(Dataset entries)
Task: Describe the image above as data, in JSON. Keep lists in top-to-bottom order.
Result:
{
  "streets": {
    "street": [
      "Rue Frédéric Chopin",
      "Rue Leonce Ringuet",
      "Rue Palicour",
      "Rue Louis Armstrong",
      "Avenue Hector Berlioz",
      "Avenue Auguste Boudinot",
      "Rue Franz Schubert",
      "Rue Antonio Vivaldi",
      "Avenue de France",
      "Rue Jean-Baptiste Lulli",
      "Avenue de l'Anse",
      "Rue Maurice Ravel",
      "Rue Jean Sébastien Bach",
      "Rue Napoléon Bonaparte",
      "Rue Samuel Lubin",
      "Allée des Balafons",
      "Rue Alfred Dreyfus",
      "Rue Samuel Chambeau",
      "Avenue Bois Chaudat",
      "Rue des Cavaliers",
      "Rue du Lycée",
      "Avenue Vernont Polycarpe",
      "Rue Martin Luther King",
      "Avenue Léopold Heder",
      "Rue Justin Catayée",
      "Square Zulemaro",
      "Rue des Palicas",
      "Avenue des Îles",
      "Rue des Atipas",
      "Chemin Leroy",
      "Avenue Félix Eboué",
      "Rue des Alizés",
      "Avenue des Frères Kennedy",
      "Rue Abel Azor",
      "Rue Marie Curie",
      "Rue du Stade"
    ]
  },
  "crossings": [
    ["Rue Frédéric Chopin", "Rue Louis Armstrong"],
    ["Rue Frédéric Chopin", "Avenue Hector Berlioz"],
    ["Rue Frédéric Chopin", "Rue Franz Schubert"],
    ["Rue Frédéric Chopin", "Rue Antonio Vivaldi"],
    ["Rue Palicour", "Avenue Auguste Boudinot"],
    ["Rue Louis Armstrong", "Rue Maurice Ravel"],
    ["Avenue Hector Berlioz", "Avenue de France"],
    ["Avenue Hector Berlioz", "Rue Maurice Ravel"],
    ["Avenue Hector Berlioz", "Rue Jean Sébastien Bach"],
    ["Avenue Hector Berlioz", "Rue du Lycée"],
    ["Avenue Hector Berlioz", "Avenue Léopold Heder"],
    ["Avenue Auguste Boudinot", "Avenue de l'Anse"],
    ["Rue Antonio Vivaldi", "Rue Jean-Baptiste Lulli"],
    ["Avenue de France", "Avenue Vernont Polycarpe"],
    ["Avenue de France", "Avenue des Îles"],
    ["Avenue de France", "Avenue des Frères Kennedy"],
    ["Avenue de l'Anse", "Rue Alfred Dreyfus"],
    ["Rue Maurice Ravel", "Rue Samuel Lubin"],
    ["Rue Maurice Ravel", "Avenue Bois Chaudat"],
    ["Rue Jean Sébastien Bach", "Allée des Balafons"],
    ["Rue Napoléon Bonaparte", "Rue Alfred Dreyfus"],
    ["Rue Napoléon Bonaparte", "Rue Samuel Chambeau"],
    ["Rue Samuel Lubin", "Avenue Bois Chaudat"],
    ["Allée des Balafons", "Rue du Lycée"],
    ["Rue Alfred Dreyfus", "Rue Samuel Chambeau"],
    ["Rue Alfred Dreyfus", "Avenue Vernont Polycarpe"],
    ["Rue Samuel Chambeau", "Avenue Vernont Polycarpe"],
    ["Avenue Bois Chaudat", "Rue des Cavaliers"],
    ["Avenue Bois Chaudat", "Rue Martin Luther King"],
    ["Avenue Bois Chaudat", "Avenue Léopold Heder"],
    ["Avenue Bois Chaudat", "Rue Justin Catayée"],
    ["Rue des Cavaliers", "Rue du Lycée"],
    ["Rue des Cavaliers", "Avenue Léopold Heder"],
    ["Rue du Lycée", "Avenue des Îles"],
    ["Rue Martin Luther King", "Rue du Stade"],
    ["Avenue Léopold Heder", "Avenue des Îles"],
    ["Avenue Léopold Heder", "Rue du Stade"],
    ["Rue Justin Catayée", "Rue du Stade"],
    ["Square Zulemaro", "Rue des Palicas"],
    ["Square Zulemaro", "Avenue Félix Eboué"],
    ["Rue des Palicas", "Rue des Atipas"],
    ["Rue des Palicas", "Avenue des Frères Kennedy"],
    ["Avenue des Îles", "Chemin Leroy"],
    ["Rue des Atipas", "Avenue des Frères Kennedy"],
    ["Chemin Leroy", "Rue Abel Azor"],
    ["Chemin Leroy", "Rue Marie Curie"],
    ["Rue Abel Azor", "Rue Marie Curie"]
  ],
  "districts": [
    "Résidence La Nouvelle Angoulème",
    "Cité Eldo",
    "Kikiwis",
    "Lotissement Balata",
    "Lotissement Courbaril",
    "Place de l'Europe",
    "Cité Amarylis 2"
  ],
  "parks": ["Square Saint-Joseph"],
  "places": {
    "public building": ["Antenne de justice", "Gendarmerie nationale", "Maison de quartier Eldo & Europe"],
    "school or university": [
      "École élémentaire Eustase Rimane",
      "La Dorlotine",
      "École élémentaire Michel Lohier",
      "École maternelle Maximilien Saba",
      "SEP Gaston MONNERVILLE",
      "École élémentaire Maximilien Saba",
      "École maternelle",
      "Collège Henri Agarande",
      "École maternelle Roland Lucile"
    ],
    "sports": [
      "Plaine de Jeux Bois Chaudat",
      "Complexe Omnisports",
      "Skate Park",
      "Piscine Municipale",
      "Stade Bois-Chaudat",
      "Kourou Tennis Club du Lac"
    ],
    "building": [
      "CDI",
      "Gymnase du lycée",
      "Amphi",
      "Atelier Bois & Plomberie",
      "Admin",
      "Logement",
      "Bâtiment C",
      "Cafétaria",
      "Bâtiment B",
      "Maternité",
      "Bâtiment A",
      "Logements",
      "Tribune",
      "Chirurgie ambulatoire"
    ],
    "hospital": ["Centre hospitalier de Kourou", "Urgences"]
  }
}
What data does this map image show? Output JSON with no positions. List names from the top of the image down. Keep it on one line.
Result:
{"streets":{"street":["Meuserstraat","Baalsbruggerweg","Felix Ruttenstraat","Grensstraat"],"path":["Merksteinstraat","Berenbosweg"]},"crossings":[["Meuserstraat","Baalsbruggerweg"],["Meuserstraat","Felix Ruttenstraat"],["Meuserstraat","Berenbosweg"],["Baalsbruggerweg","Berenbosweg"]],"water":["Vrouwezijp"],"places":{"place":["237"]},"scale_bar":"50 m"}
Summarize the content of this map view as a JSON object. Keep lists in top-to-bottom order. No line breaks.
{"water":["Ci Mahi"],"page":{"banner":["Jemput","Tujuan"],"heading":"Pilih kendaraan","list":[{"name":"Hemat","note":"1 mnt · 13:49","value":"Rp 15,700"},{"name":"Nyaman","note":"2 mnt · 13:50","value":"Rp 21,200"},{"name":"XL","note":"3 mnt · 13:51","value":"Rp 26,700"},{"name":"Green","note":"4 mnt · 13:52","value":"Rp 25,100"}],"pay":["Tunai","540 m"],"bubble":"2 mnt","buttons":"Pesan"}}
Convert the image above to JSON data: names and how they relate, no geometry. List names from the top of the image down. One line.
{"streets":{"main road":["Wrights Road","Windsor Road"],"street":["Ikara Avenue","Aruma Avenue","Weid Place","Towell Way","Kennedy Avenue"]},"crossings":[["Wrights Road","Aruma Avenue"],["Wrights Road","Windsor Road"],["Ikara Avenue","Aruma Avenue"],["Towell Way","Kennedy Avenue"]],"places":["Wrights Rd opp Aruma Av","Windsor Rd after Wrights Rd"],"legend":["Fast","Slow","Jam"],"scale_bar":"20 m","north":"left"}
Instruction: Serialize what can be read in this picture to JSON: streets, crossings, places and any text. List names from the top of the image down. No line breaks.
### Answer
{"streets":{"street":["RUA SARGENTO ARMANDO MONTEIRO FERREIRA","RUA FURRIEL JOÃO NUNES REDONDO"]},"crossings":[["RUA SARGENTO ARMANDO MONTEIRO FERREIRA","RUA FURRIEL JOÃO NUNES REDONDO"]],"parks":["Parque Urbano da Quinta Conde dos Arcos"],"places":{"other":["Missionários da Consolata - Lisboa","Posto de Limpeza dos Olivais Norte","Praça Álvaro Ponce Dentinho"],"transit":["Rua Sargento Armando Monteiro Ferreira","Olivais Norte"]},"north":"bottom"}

THE PROBLEM =>
The answer is the line with "Instruction: Serialize what" plus every line after it to the last line of the entries above, copied exactly and with no other lines.

OUTPUT OF THE TASK =>
Instruction: Serialize what can be read in this picture to JSON: streets, crossings, places and any text. List names from the top of the image down. No line breaks.
### Answer
{"streets":{"street":["RUA SARGENTO ARMANDO MONTEIRO FERREIRA","RUA FURRIEL JOÃO NUNES REDONDO"]},"crossings":[["RUA SARGENTO ARMANDO MONTEIRO FERREIRA","RUA FURRIEL JOÃO NUNES REDONDO"]],"parks":["Parque Urbano da Quinta Conde dos Arcos"],"places":{"other":["Missionários da Consolata - Lisboa","Posto de Limpeza dos Olivais Norte","Praça Álvaro Ponce Dentinho"],"transit":["Rua Sargento Armando Monteiro Ferreira","Olivais Norte"]},"north":"bottom"}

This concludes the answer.